NEWEST BENCHMARKS in https://sites.google.com/site/powturbo/entropy-coder
NEWEST BENCHMARKS in https://sites.google.com/site/powturbo/entropy-coder
ne0n (7th March 2014)
Thanks, there was really missing some comparison.
It's strange that Huffman gets the same rates here, as ANS additionally uses fractional bits.
You can also add tANS for binary alphabet (tABS) to compare with binary AC for varying probabilities (like Matt's fpaqb but with optimizations) - for this TurboANS it would be ~427/8~53.4 MB/s (a bit more as you generate coding tables only once).
Last edited by Jarek; 5th March 2014 at 16:20.
Is the benchmark program open sourced ?
[Edit] It is apparently not open sourced nor verifiable.
As a consequence, I'm not keen to see FSE described using such bogus numbers, which are far off the mark.
As published on https://github.com/Cyan4973/FiniteStateEntropy,
the speed of single-threaded FSE on a Core i5 @ 2.96GHz is :
entropy only : compression 430 MB/s , decompression 520 MS/s
full code (including header & table construction) : compression 300 MB/s, decompression 420 MB/s
and since the code & data fits into L1 cache, it ramps up pretty weel with clock speed.
Therefore, an I7-2600k at 4.5GHz should experience better speed than that, not worse.
People willing to have a better understanding of its performance should better test it independently.
After all, the code is freely available, open sourced, and there is a benchmark module included.
Last edited by Cyan; 25th July 2015 at 15:01.
This is valid for this symbol distribution. Additionally the headers for huffman are in general smaller.
These are in memory benchmark, fpab is file based, it must be modified. You can't deduce the speed simply by dividing by 8.
@Cyan: the benchmark is actually not open source. You can modify fsbench for this purpose.
Huffman's probability quantization is really bad- see fig. 3 in http://arxiv.org/pdf/1008.3597v1.pdf ... and accurate has still room for improvements (thread).
It means that for accurate entropy coder you can get the same rate using a few times smaller header than Huffman, or get better compression rate for the same header size.
... and you should have exactly the same header issue for arithmetic coding you show...
It is using tANS for binary alphabet ... the difference is that you switch between multiple tables, read single bits not bytes ... but you generate coding tables only once.These are in memory benchmark, fpab is file based, it must be modified. You can't deduce the speed simply by dividing by 8.

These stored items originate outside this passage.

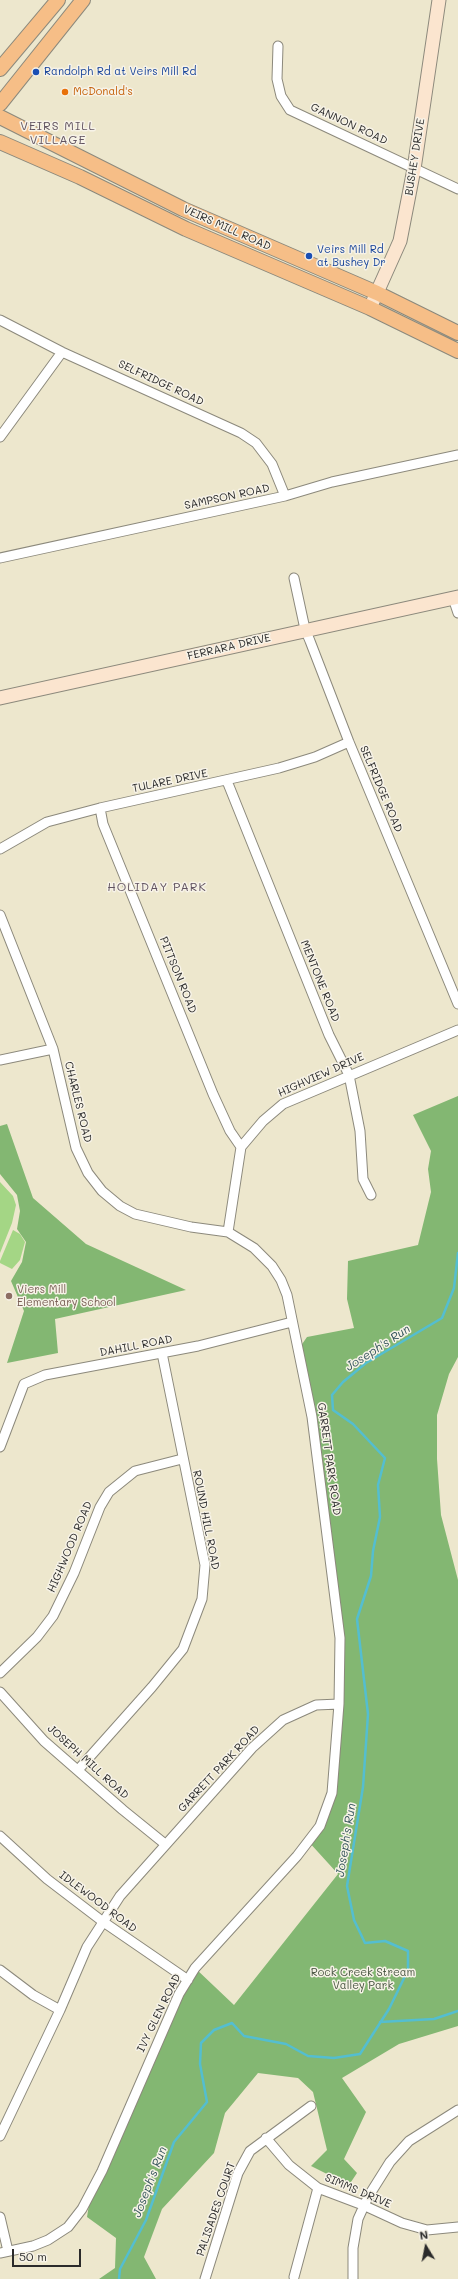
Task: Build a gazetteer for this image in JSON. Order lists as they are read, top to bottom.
{
  "streets": {
    "main road": ["VEIRS MILL ROAD"],
    "street": [
      "GANNON ROAD",
      "BUSHEY DRIVE",
      "SELFRIDGE ROAD",
      "SAMPSON ROAD",
      "FERRARA DRIVE",
      "TULARE DRIVE",
      "PITTSON ROAD",
      "MENTONE ROAD",
      "HIGHVIEW DRIVE",
      "CHARLES ROAD",
      "DAHILL ROAD",
      "GARRETT PARK ROAD",
      "ROUND HILL ROAD",
      "HIGHWOOD ROAD",
      "JOSEPH MILL ROAD",
      "IDLEWOOD ROAD",
      "IVY GLEN ROAD",
      "SIMMS DRIVE",
      "PALISADES COURT"
    ]
  },
  "crossings": [
    ["GANNON ROAD", "BUSHEY DRIVE"],
    ["BUSHEY DRIVE", "VEIRS MILL ROAD"],
    ["SELFRIDGE ROAD", "SAMPSON ROAD"],
    ["SELFRIDGE ROAD", "FERRARA DRIVE"],
    ["SELFRIDGE ROAD", "TULARE DRIVE"],
    ["TULARE DRIVE", "PITTSON ROAD"],
    ["TULARE DRIVE", "MENTONE ROAD"],
    ["PITTSON ROAD", "HIGHVIEW DRIVE"],
    ["MENTONE ROAD", "HIGHVIEW DRIVE"],
    ["CHARLES ROAD", "DAHILL ROAD"],
    ["CHARLES ROAD", "GARRETT PARK ROAD"],
    ["DAHILL ROAD", "GARRETT PARK ROAD"],
    ["DAHILL ROAD", "ROUND HILL ROAD"],
    ["GARRETT PARK ROAD", "JOSEPH MILL ROAD"],
    ["GARRETT PARK ROAD", "IDLEWOOD ROAD"],
    ["GARRETT PARK ROAD", "IVY GLEN ROAD"],
    ["ROUND HILL ROAD", "HIGHWOOD ROAD"],
    ["ROUND HILL ROAD", "JOSEPH MILL ROAD"],
    ["IDLEWOOD ROAD", "IVY GLEN ROAD"],
    ["SIMMS DRIVE", "PALISADES COURT"]
  ],
  "districts": ["VEIRS MILL VILLAGE", "HOLIDAY PARK"],
  "water": ["Joseph's Run"],
  "parks": ["Rock Creek Stream Valley Park"],
  "places": [
    "Randolph Rd at Veirs Mill Rd",
    "McDonald's",
    "Veirs Mill Rd at Bushey Dr",
    "Viers Mill Elementary School"
  ],
  "scale_bar": "50 m",
  "north": "top"
}
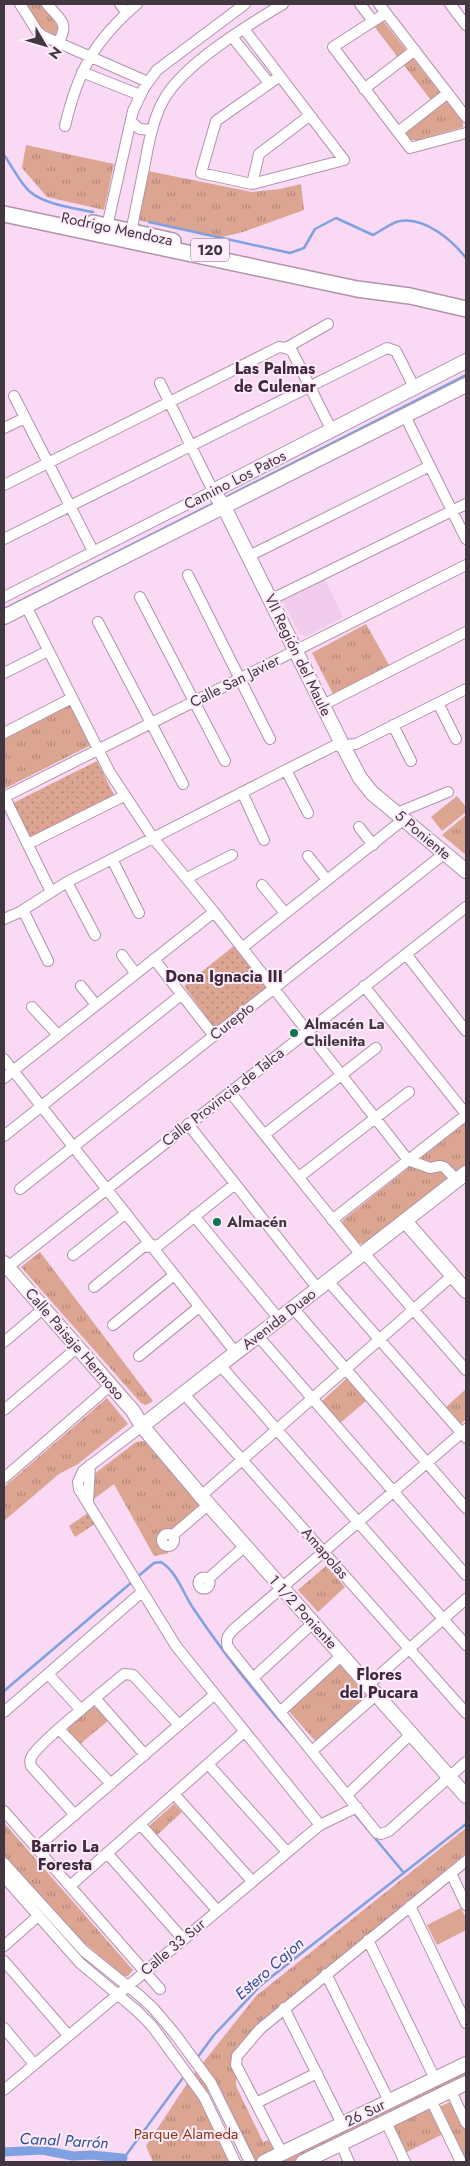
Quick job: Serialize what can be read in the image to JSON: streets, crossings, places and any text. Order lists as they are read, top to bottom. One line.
{"streets":{"main road":["Rodrigo Mendoza","120"],"street":["Camino Los Patos","VII Región del Maule","Calle San Javier","5 Poniente","Curepto","Calle Provincia de Talca","Avenida Duao","Calle Paisaje Hermoso","Amapolas","1 1/2 Poniente","Calle 33 Sur","26 Sur"]},"crossings":[["Camino Los Patos","VII Región del Maule"],["VII Región del Maule","Calle San Javier"],["VII Región del Maule","5 Poniente"],["5 Poniente","Curepto"],["Calle Provincia de Talca","Calle Paisaje Hermoso"],["Avenida Duao","Calle Paisaje Hermoso"],["Avenida Duao","Amapolas"],["Avenida Duao","1 1/2 Poniente"],["Calle Paisaje Hermoso","1 1/2 Poniente"]],"districts":["Las Palmas de Culenar","Dona Ignacia III","Flores del Pucara","Barrio La Foresta"],"water":["Estero Cajon","Canal Parrón"],"parks":["Parque Alameda"],"places":["Almacén La Chilenita","Almacén"],"north":"bottom right"}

In such case, you should compare with block-adaptive ANS, maybe provide header for the first block only (~141B in FSE) ... but it makes such comparison more blurry.

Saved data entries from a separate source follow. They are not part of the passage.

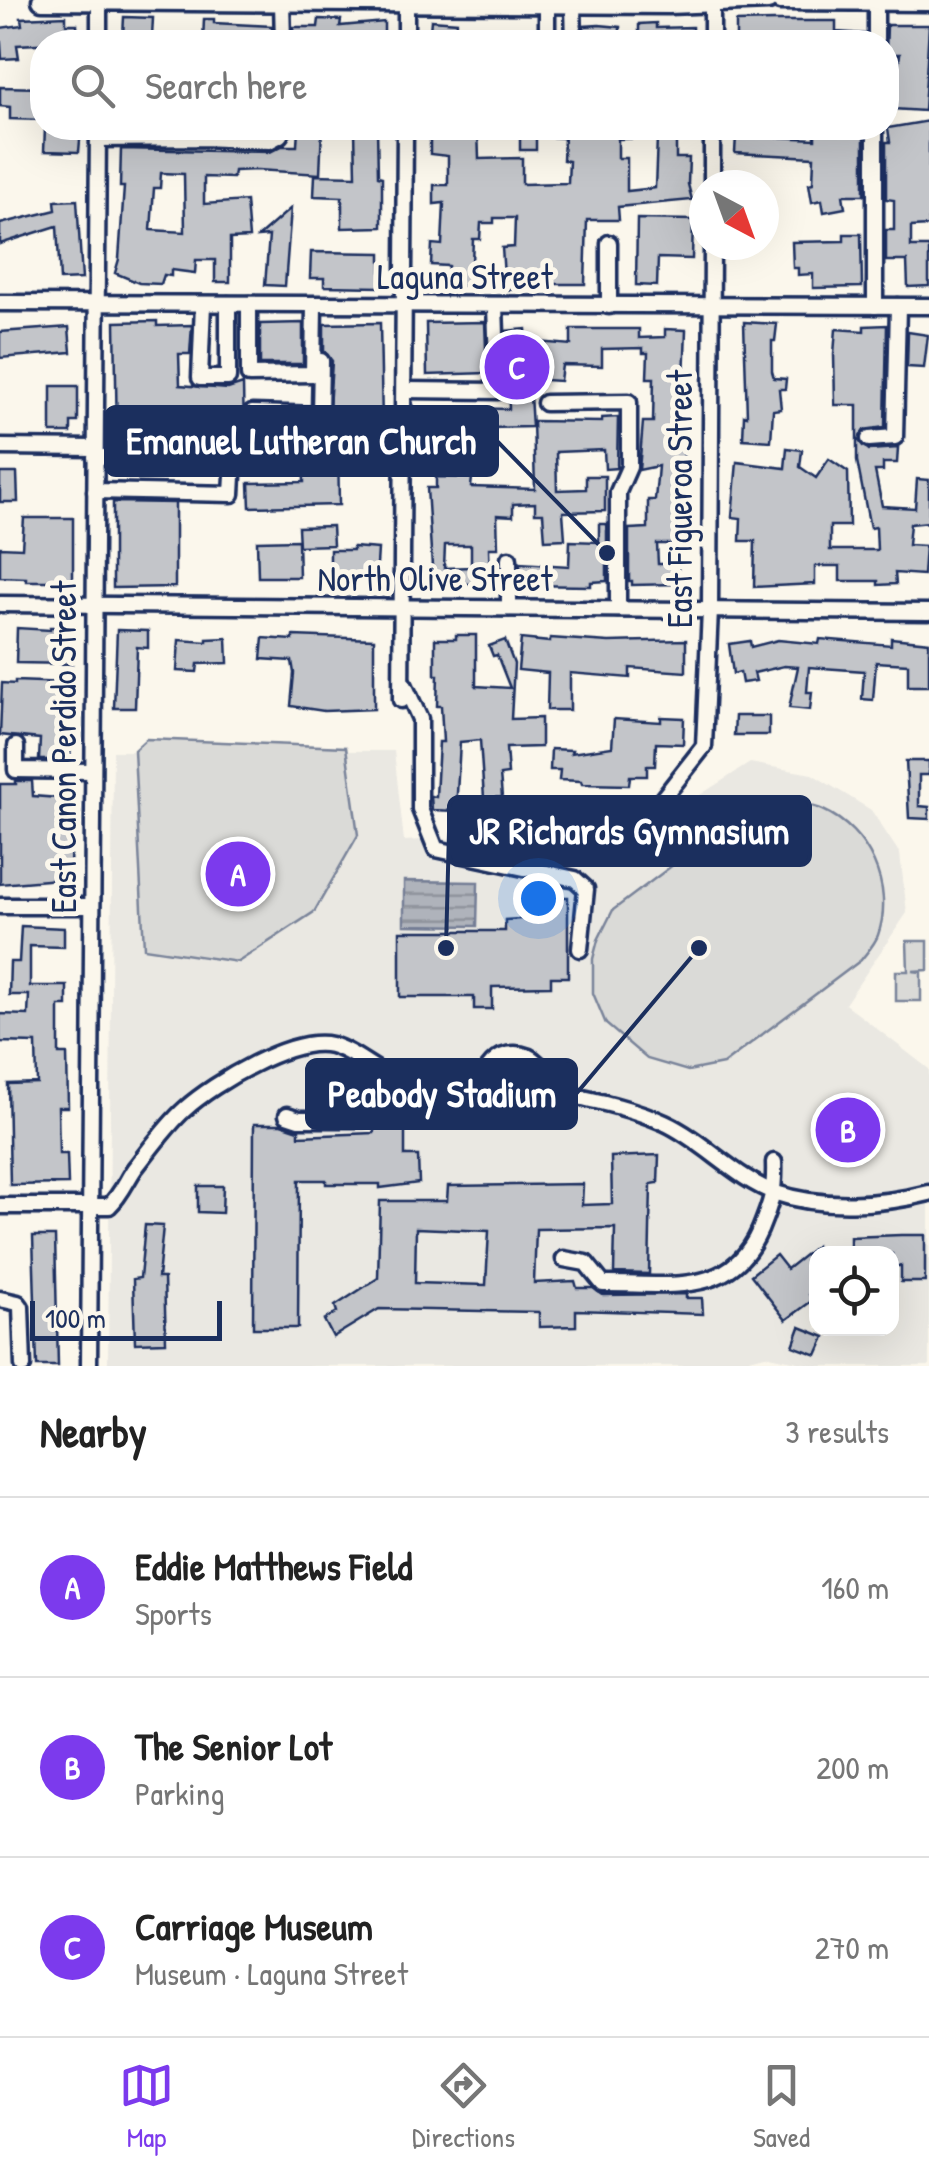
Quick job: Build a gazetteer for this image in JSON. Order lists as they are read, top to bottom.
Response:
{
  "streets": {
    "street": [
      "Laguna Street",
      "East Figueroa Street",
      "North Olive Street",
      "East Canon Perdido Street"
    ]
  },
  "crossings": [
    ["Laguna Street", "East Figueroa Street"],
    ["Laguna Street", "East Canon Perdido Street"],
    ["East Figueroa Street", "North Olive Street"],
    ["North Olive Street", "East Canon Perdido Street"]
  ],
  "places": ["Emanuel Lutheran Church", "JR Richards Gymnasium", "Peabody Stadium"],
  "scale_bar": "100 m",
  "north": "bottom right",
  "page": {
    "search": "Search here",
    "pins": ["C", "A", "B"],
    "scale": "100 m",
    "heading": ["Nearby", "3 results"],
    "list": [
      {
        "mark": "A",
        "name": "Eddie Matthews Field",
        "note": "Sports",
        "value": "160 m"
      },
      {
        "mark": "B",
        "name": "The Senior Lot",
        "note": "Parking",
        "value": "200 m"
      },
      {
        "mark": "C",
        "name": "Carriage Museum",
        "note": "Museum · Laguna Street",
        "value": "270 m"
      }
    ],
    "nav": ["Map", "Directions", "Saved"]
  }
}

If you want to make a really clear and fair comparison of entropy coders only, you should provide them with the same probability distribution and measure pure data processing speed and rate, comparing with the optimum rate: Shannon entropy.
Preparation should be treated separately - you can provide time for Huffman or ANS table preparation as a separate parameter in benchmark.
The goal of this benchmark is to compare different and the latest implementations primarily for speed comparisons under common distributions.
I don't want to speculate about what is possible, before implementing.
For ex. this benchmark demonstrate for the first time that binary arithmetic coding (8x per byte) can be faster than bytewise arithmetic coding (1x per byte).
Please include PPMd var.J (-o2 ... -o4)
You also have to realize that at least for the adaptive arithmetic there will be a difference in compression for enwik9 based on the use of Kt or Laplace update when doing adaptive.
Also if when comparing entropy encoders they may not really be real entropy encoders. Try compressing various permutations
of enwik9 if the arithmetic are basic entropy coders they should compress each permutation to the same length give or take a byte.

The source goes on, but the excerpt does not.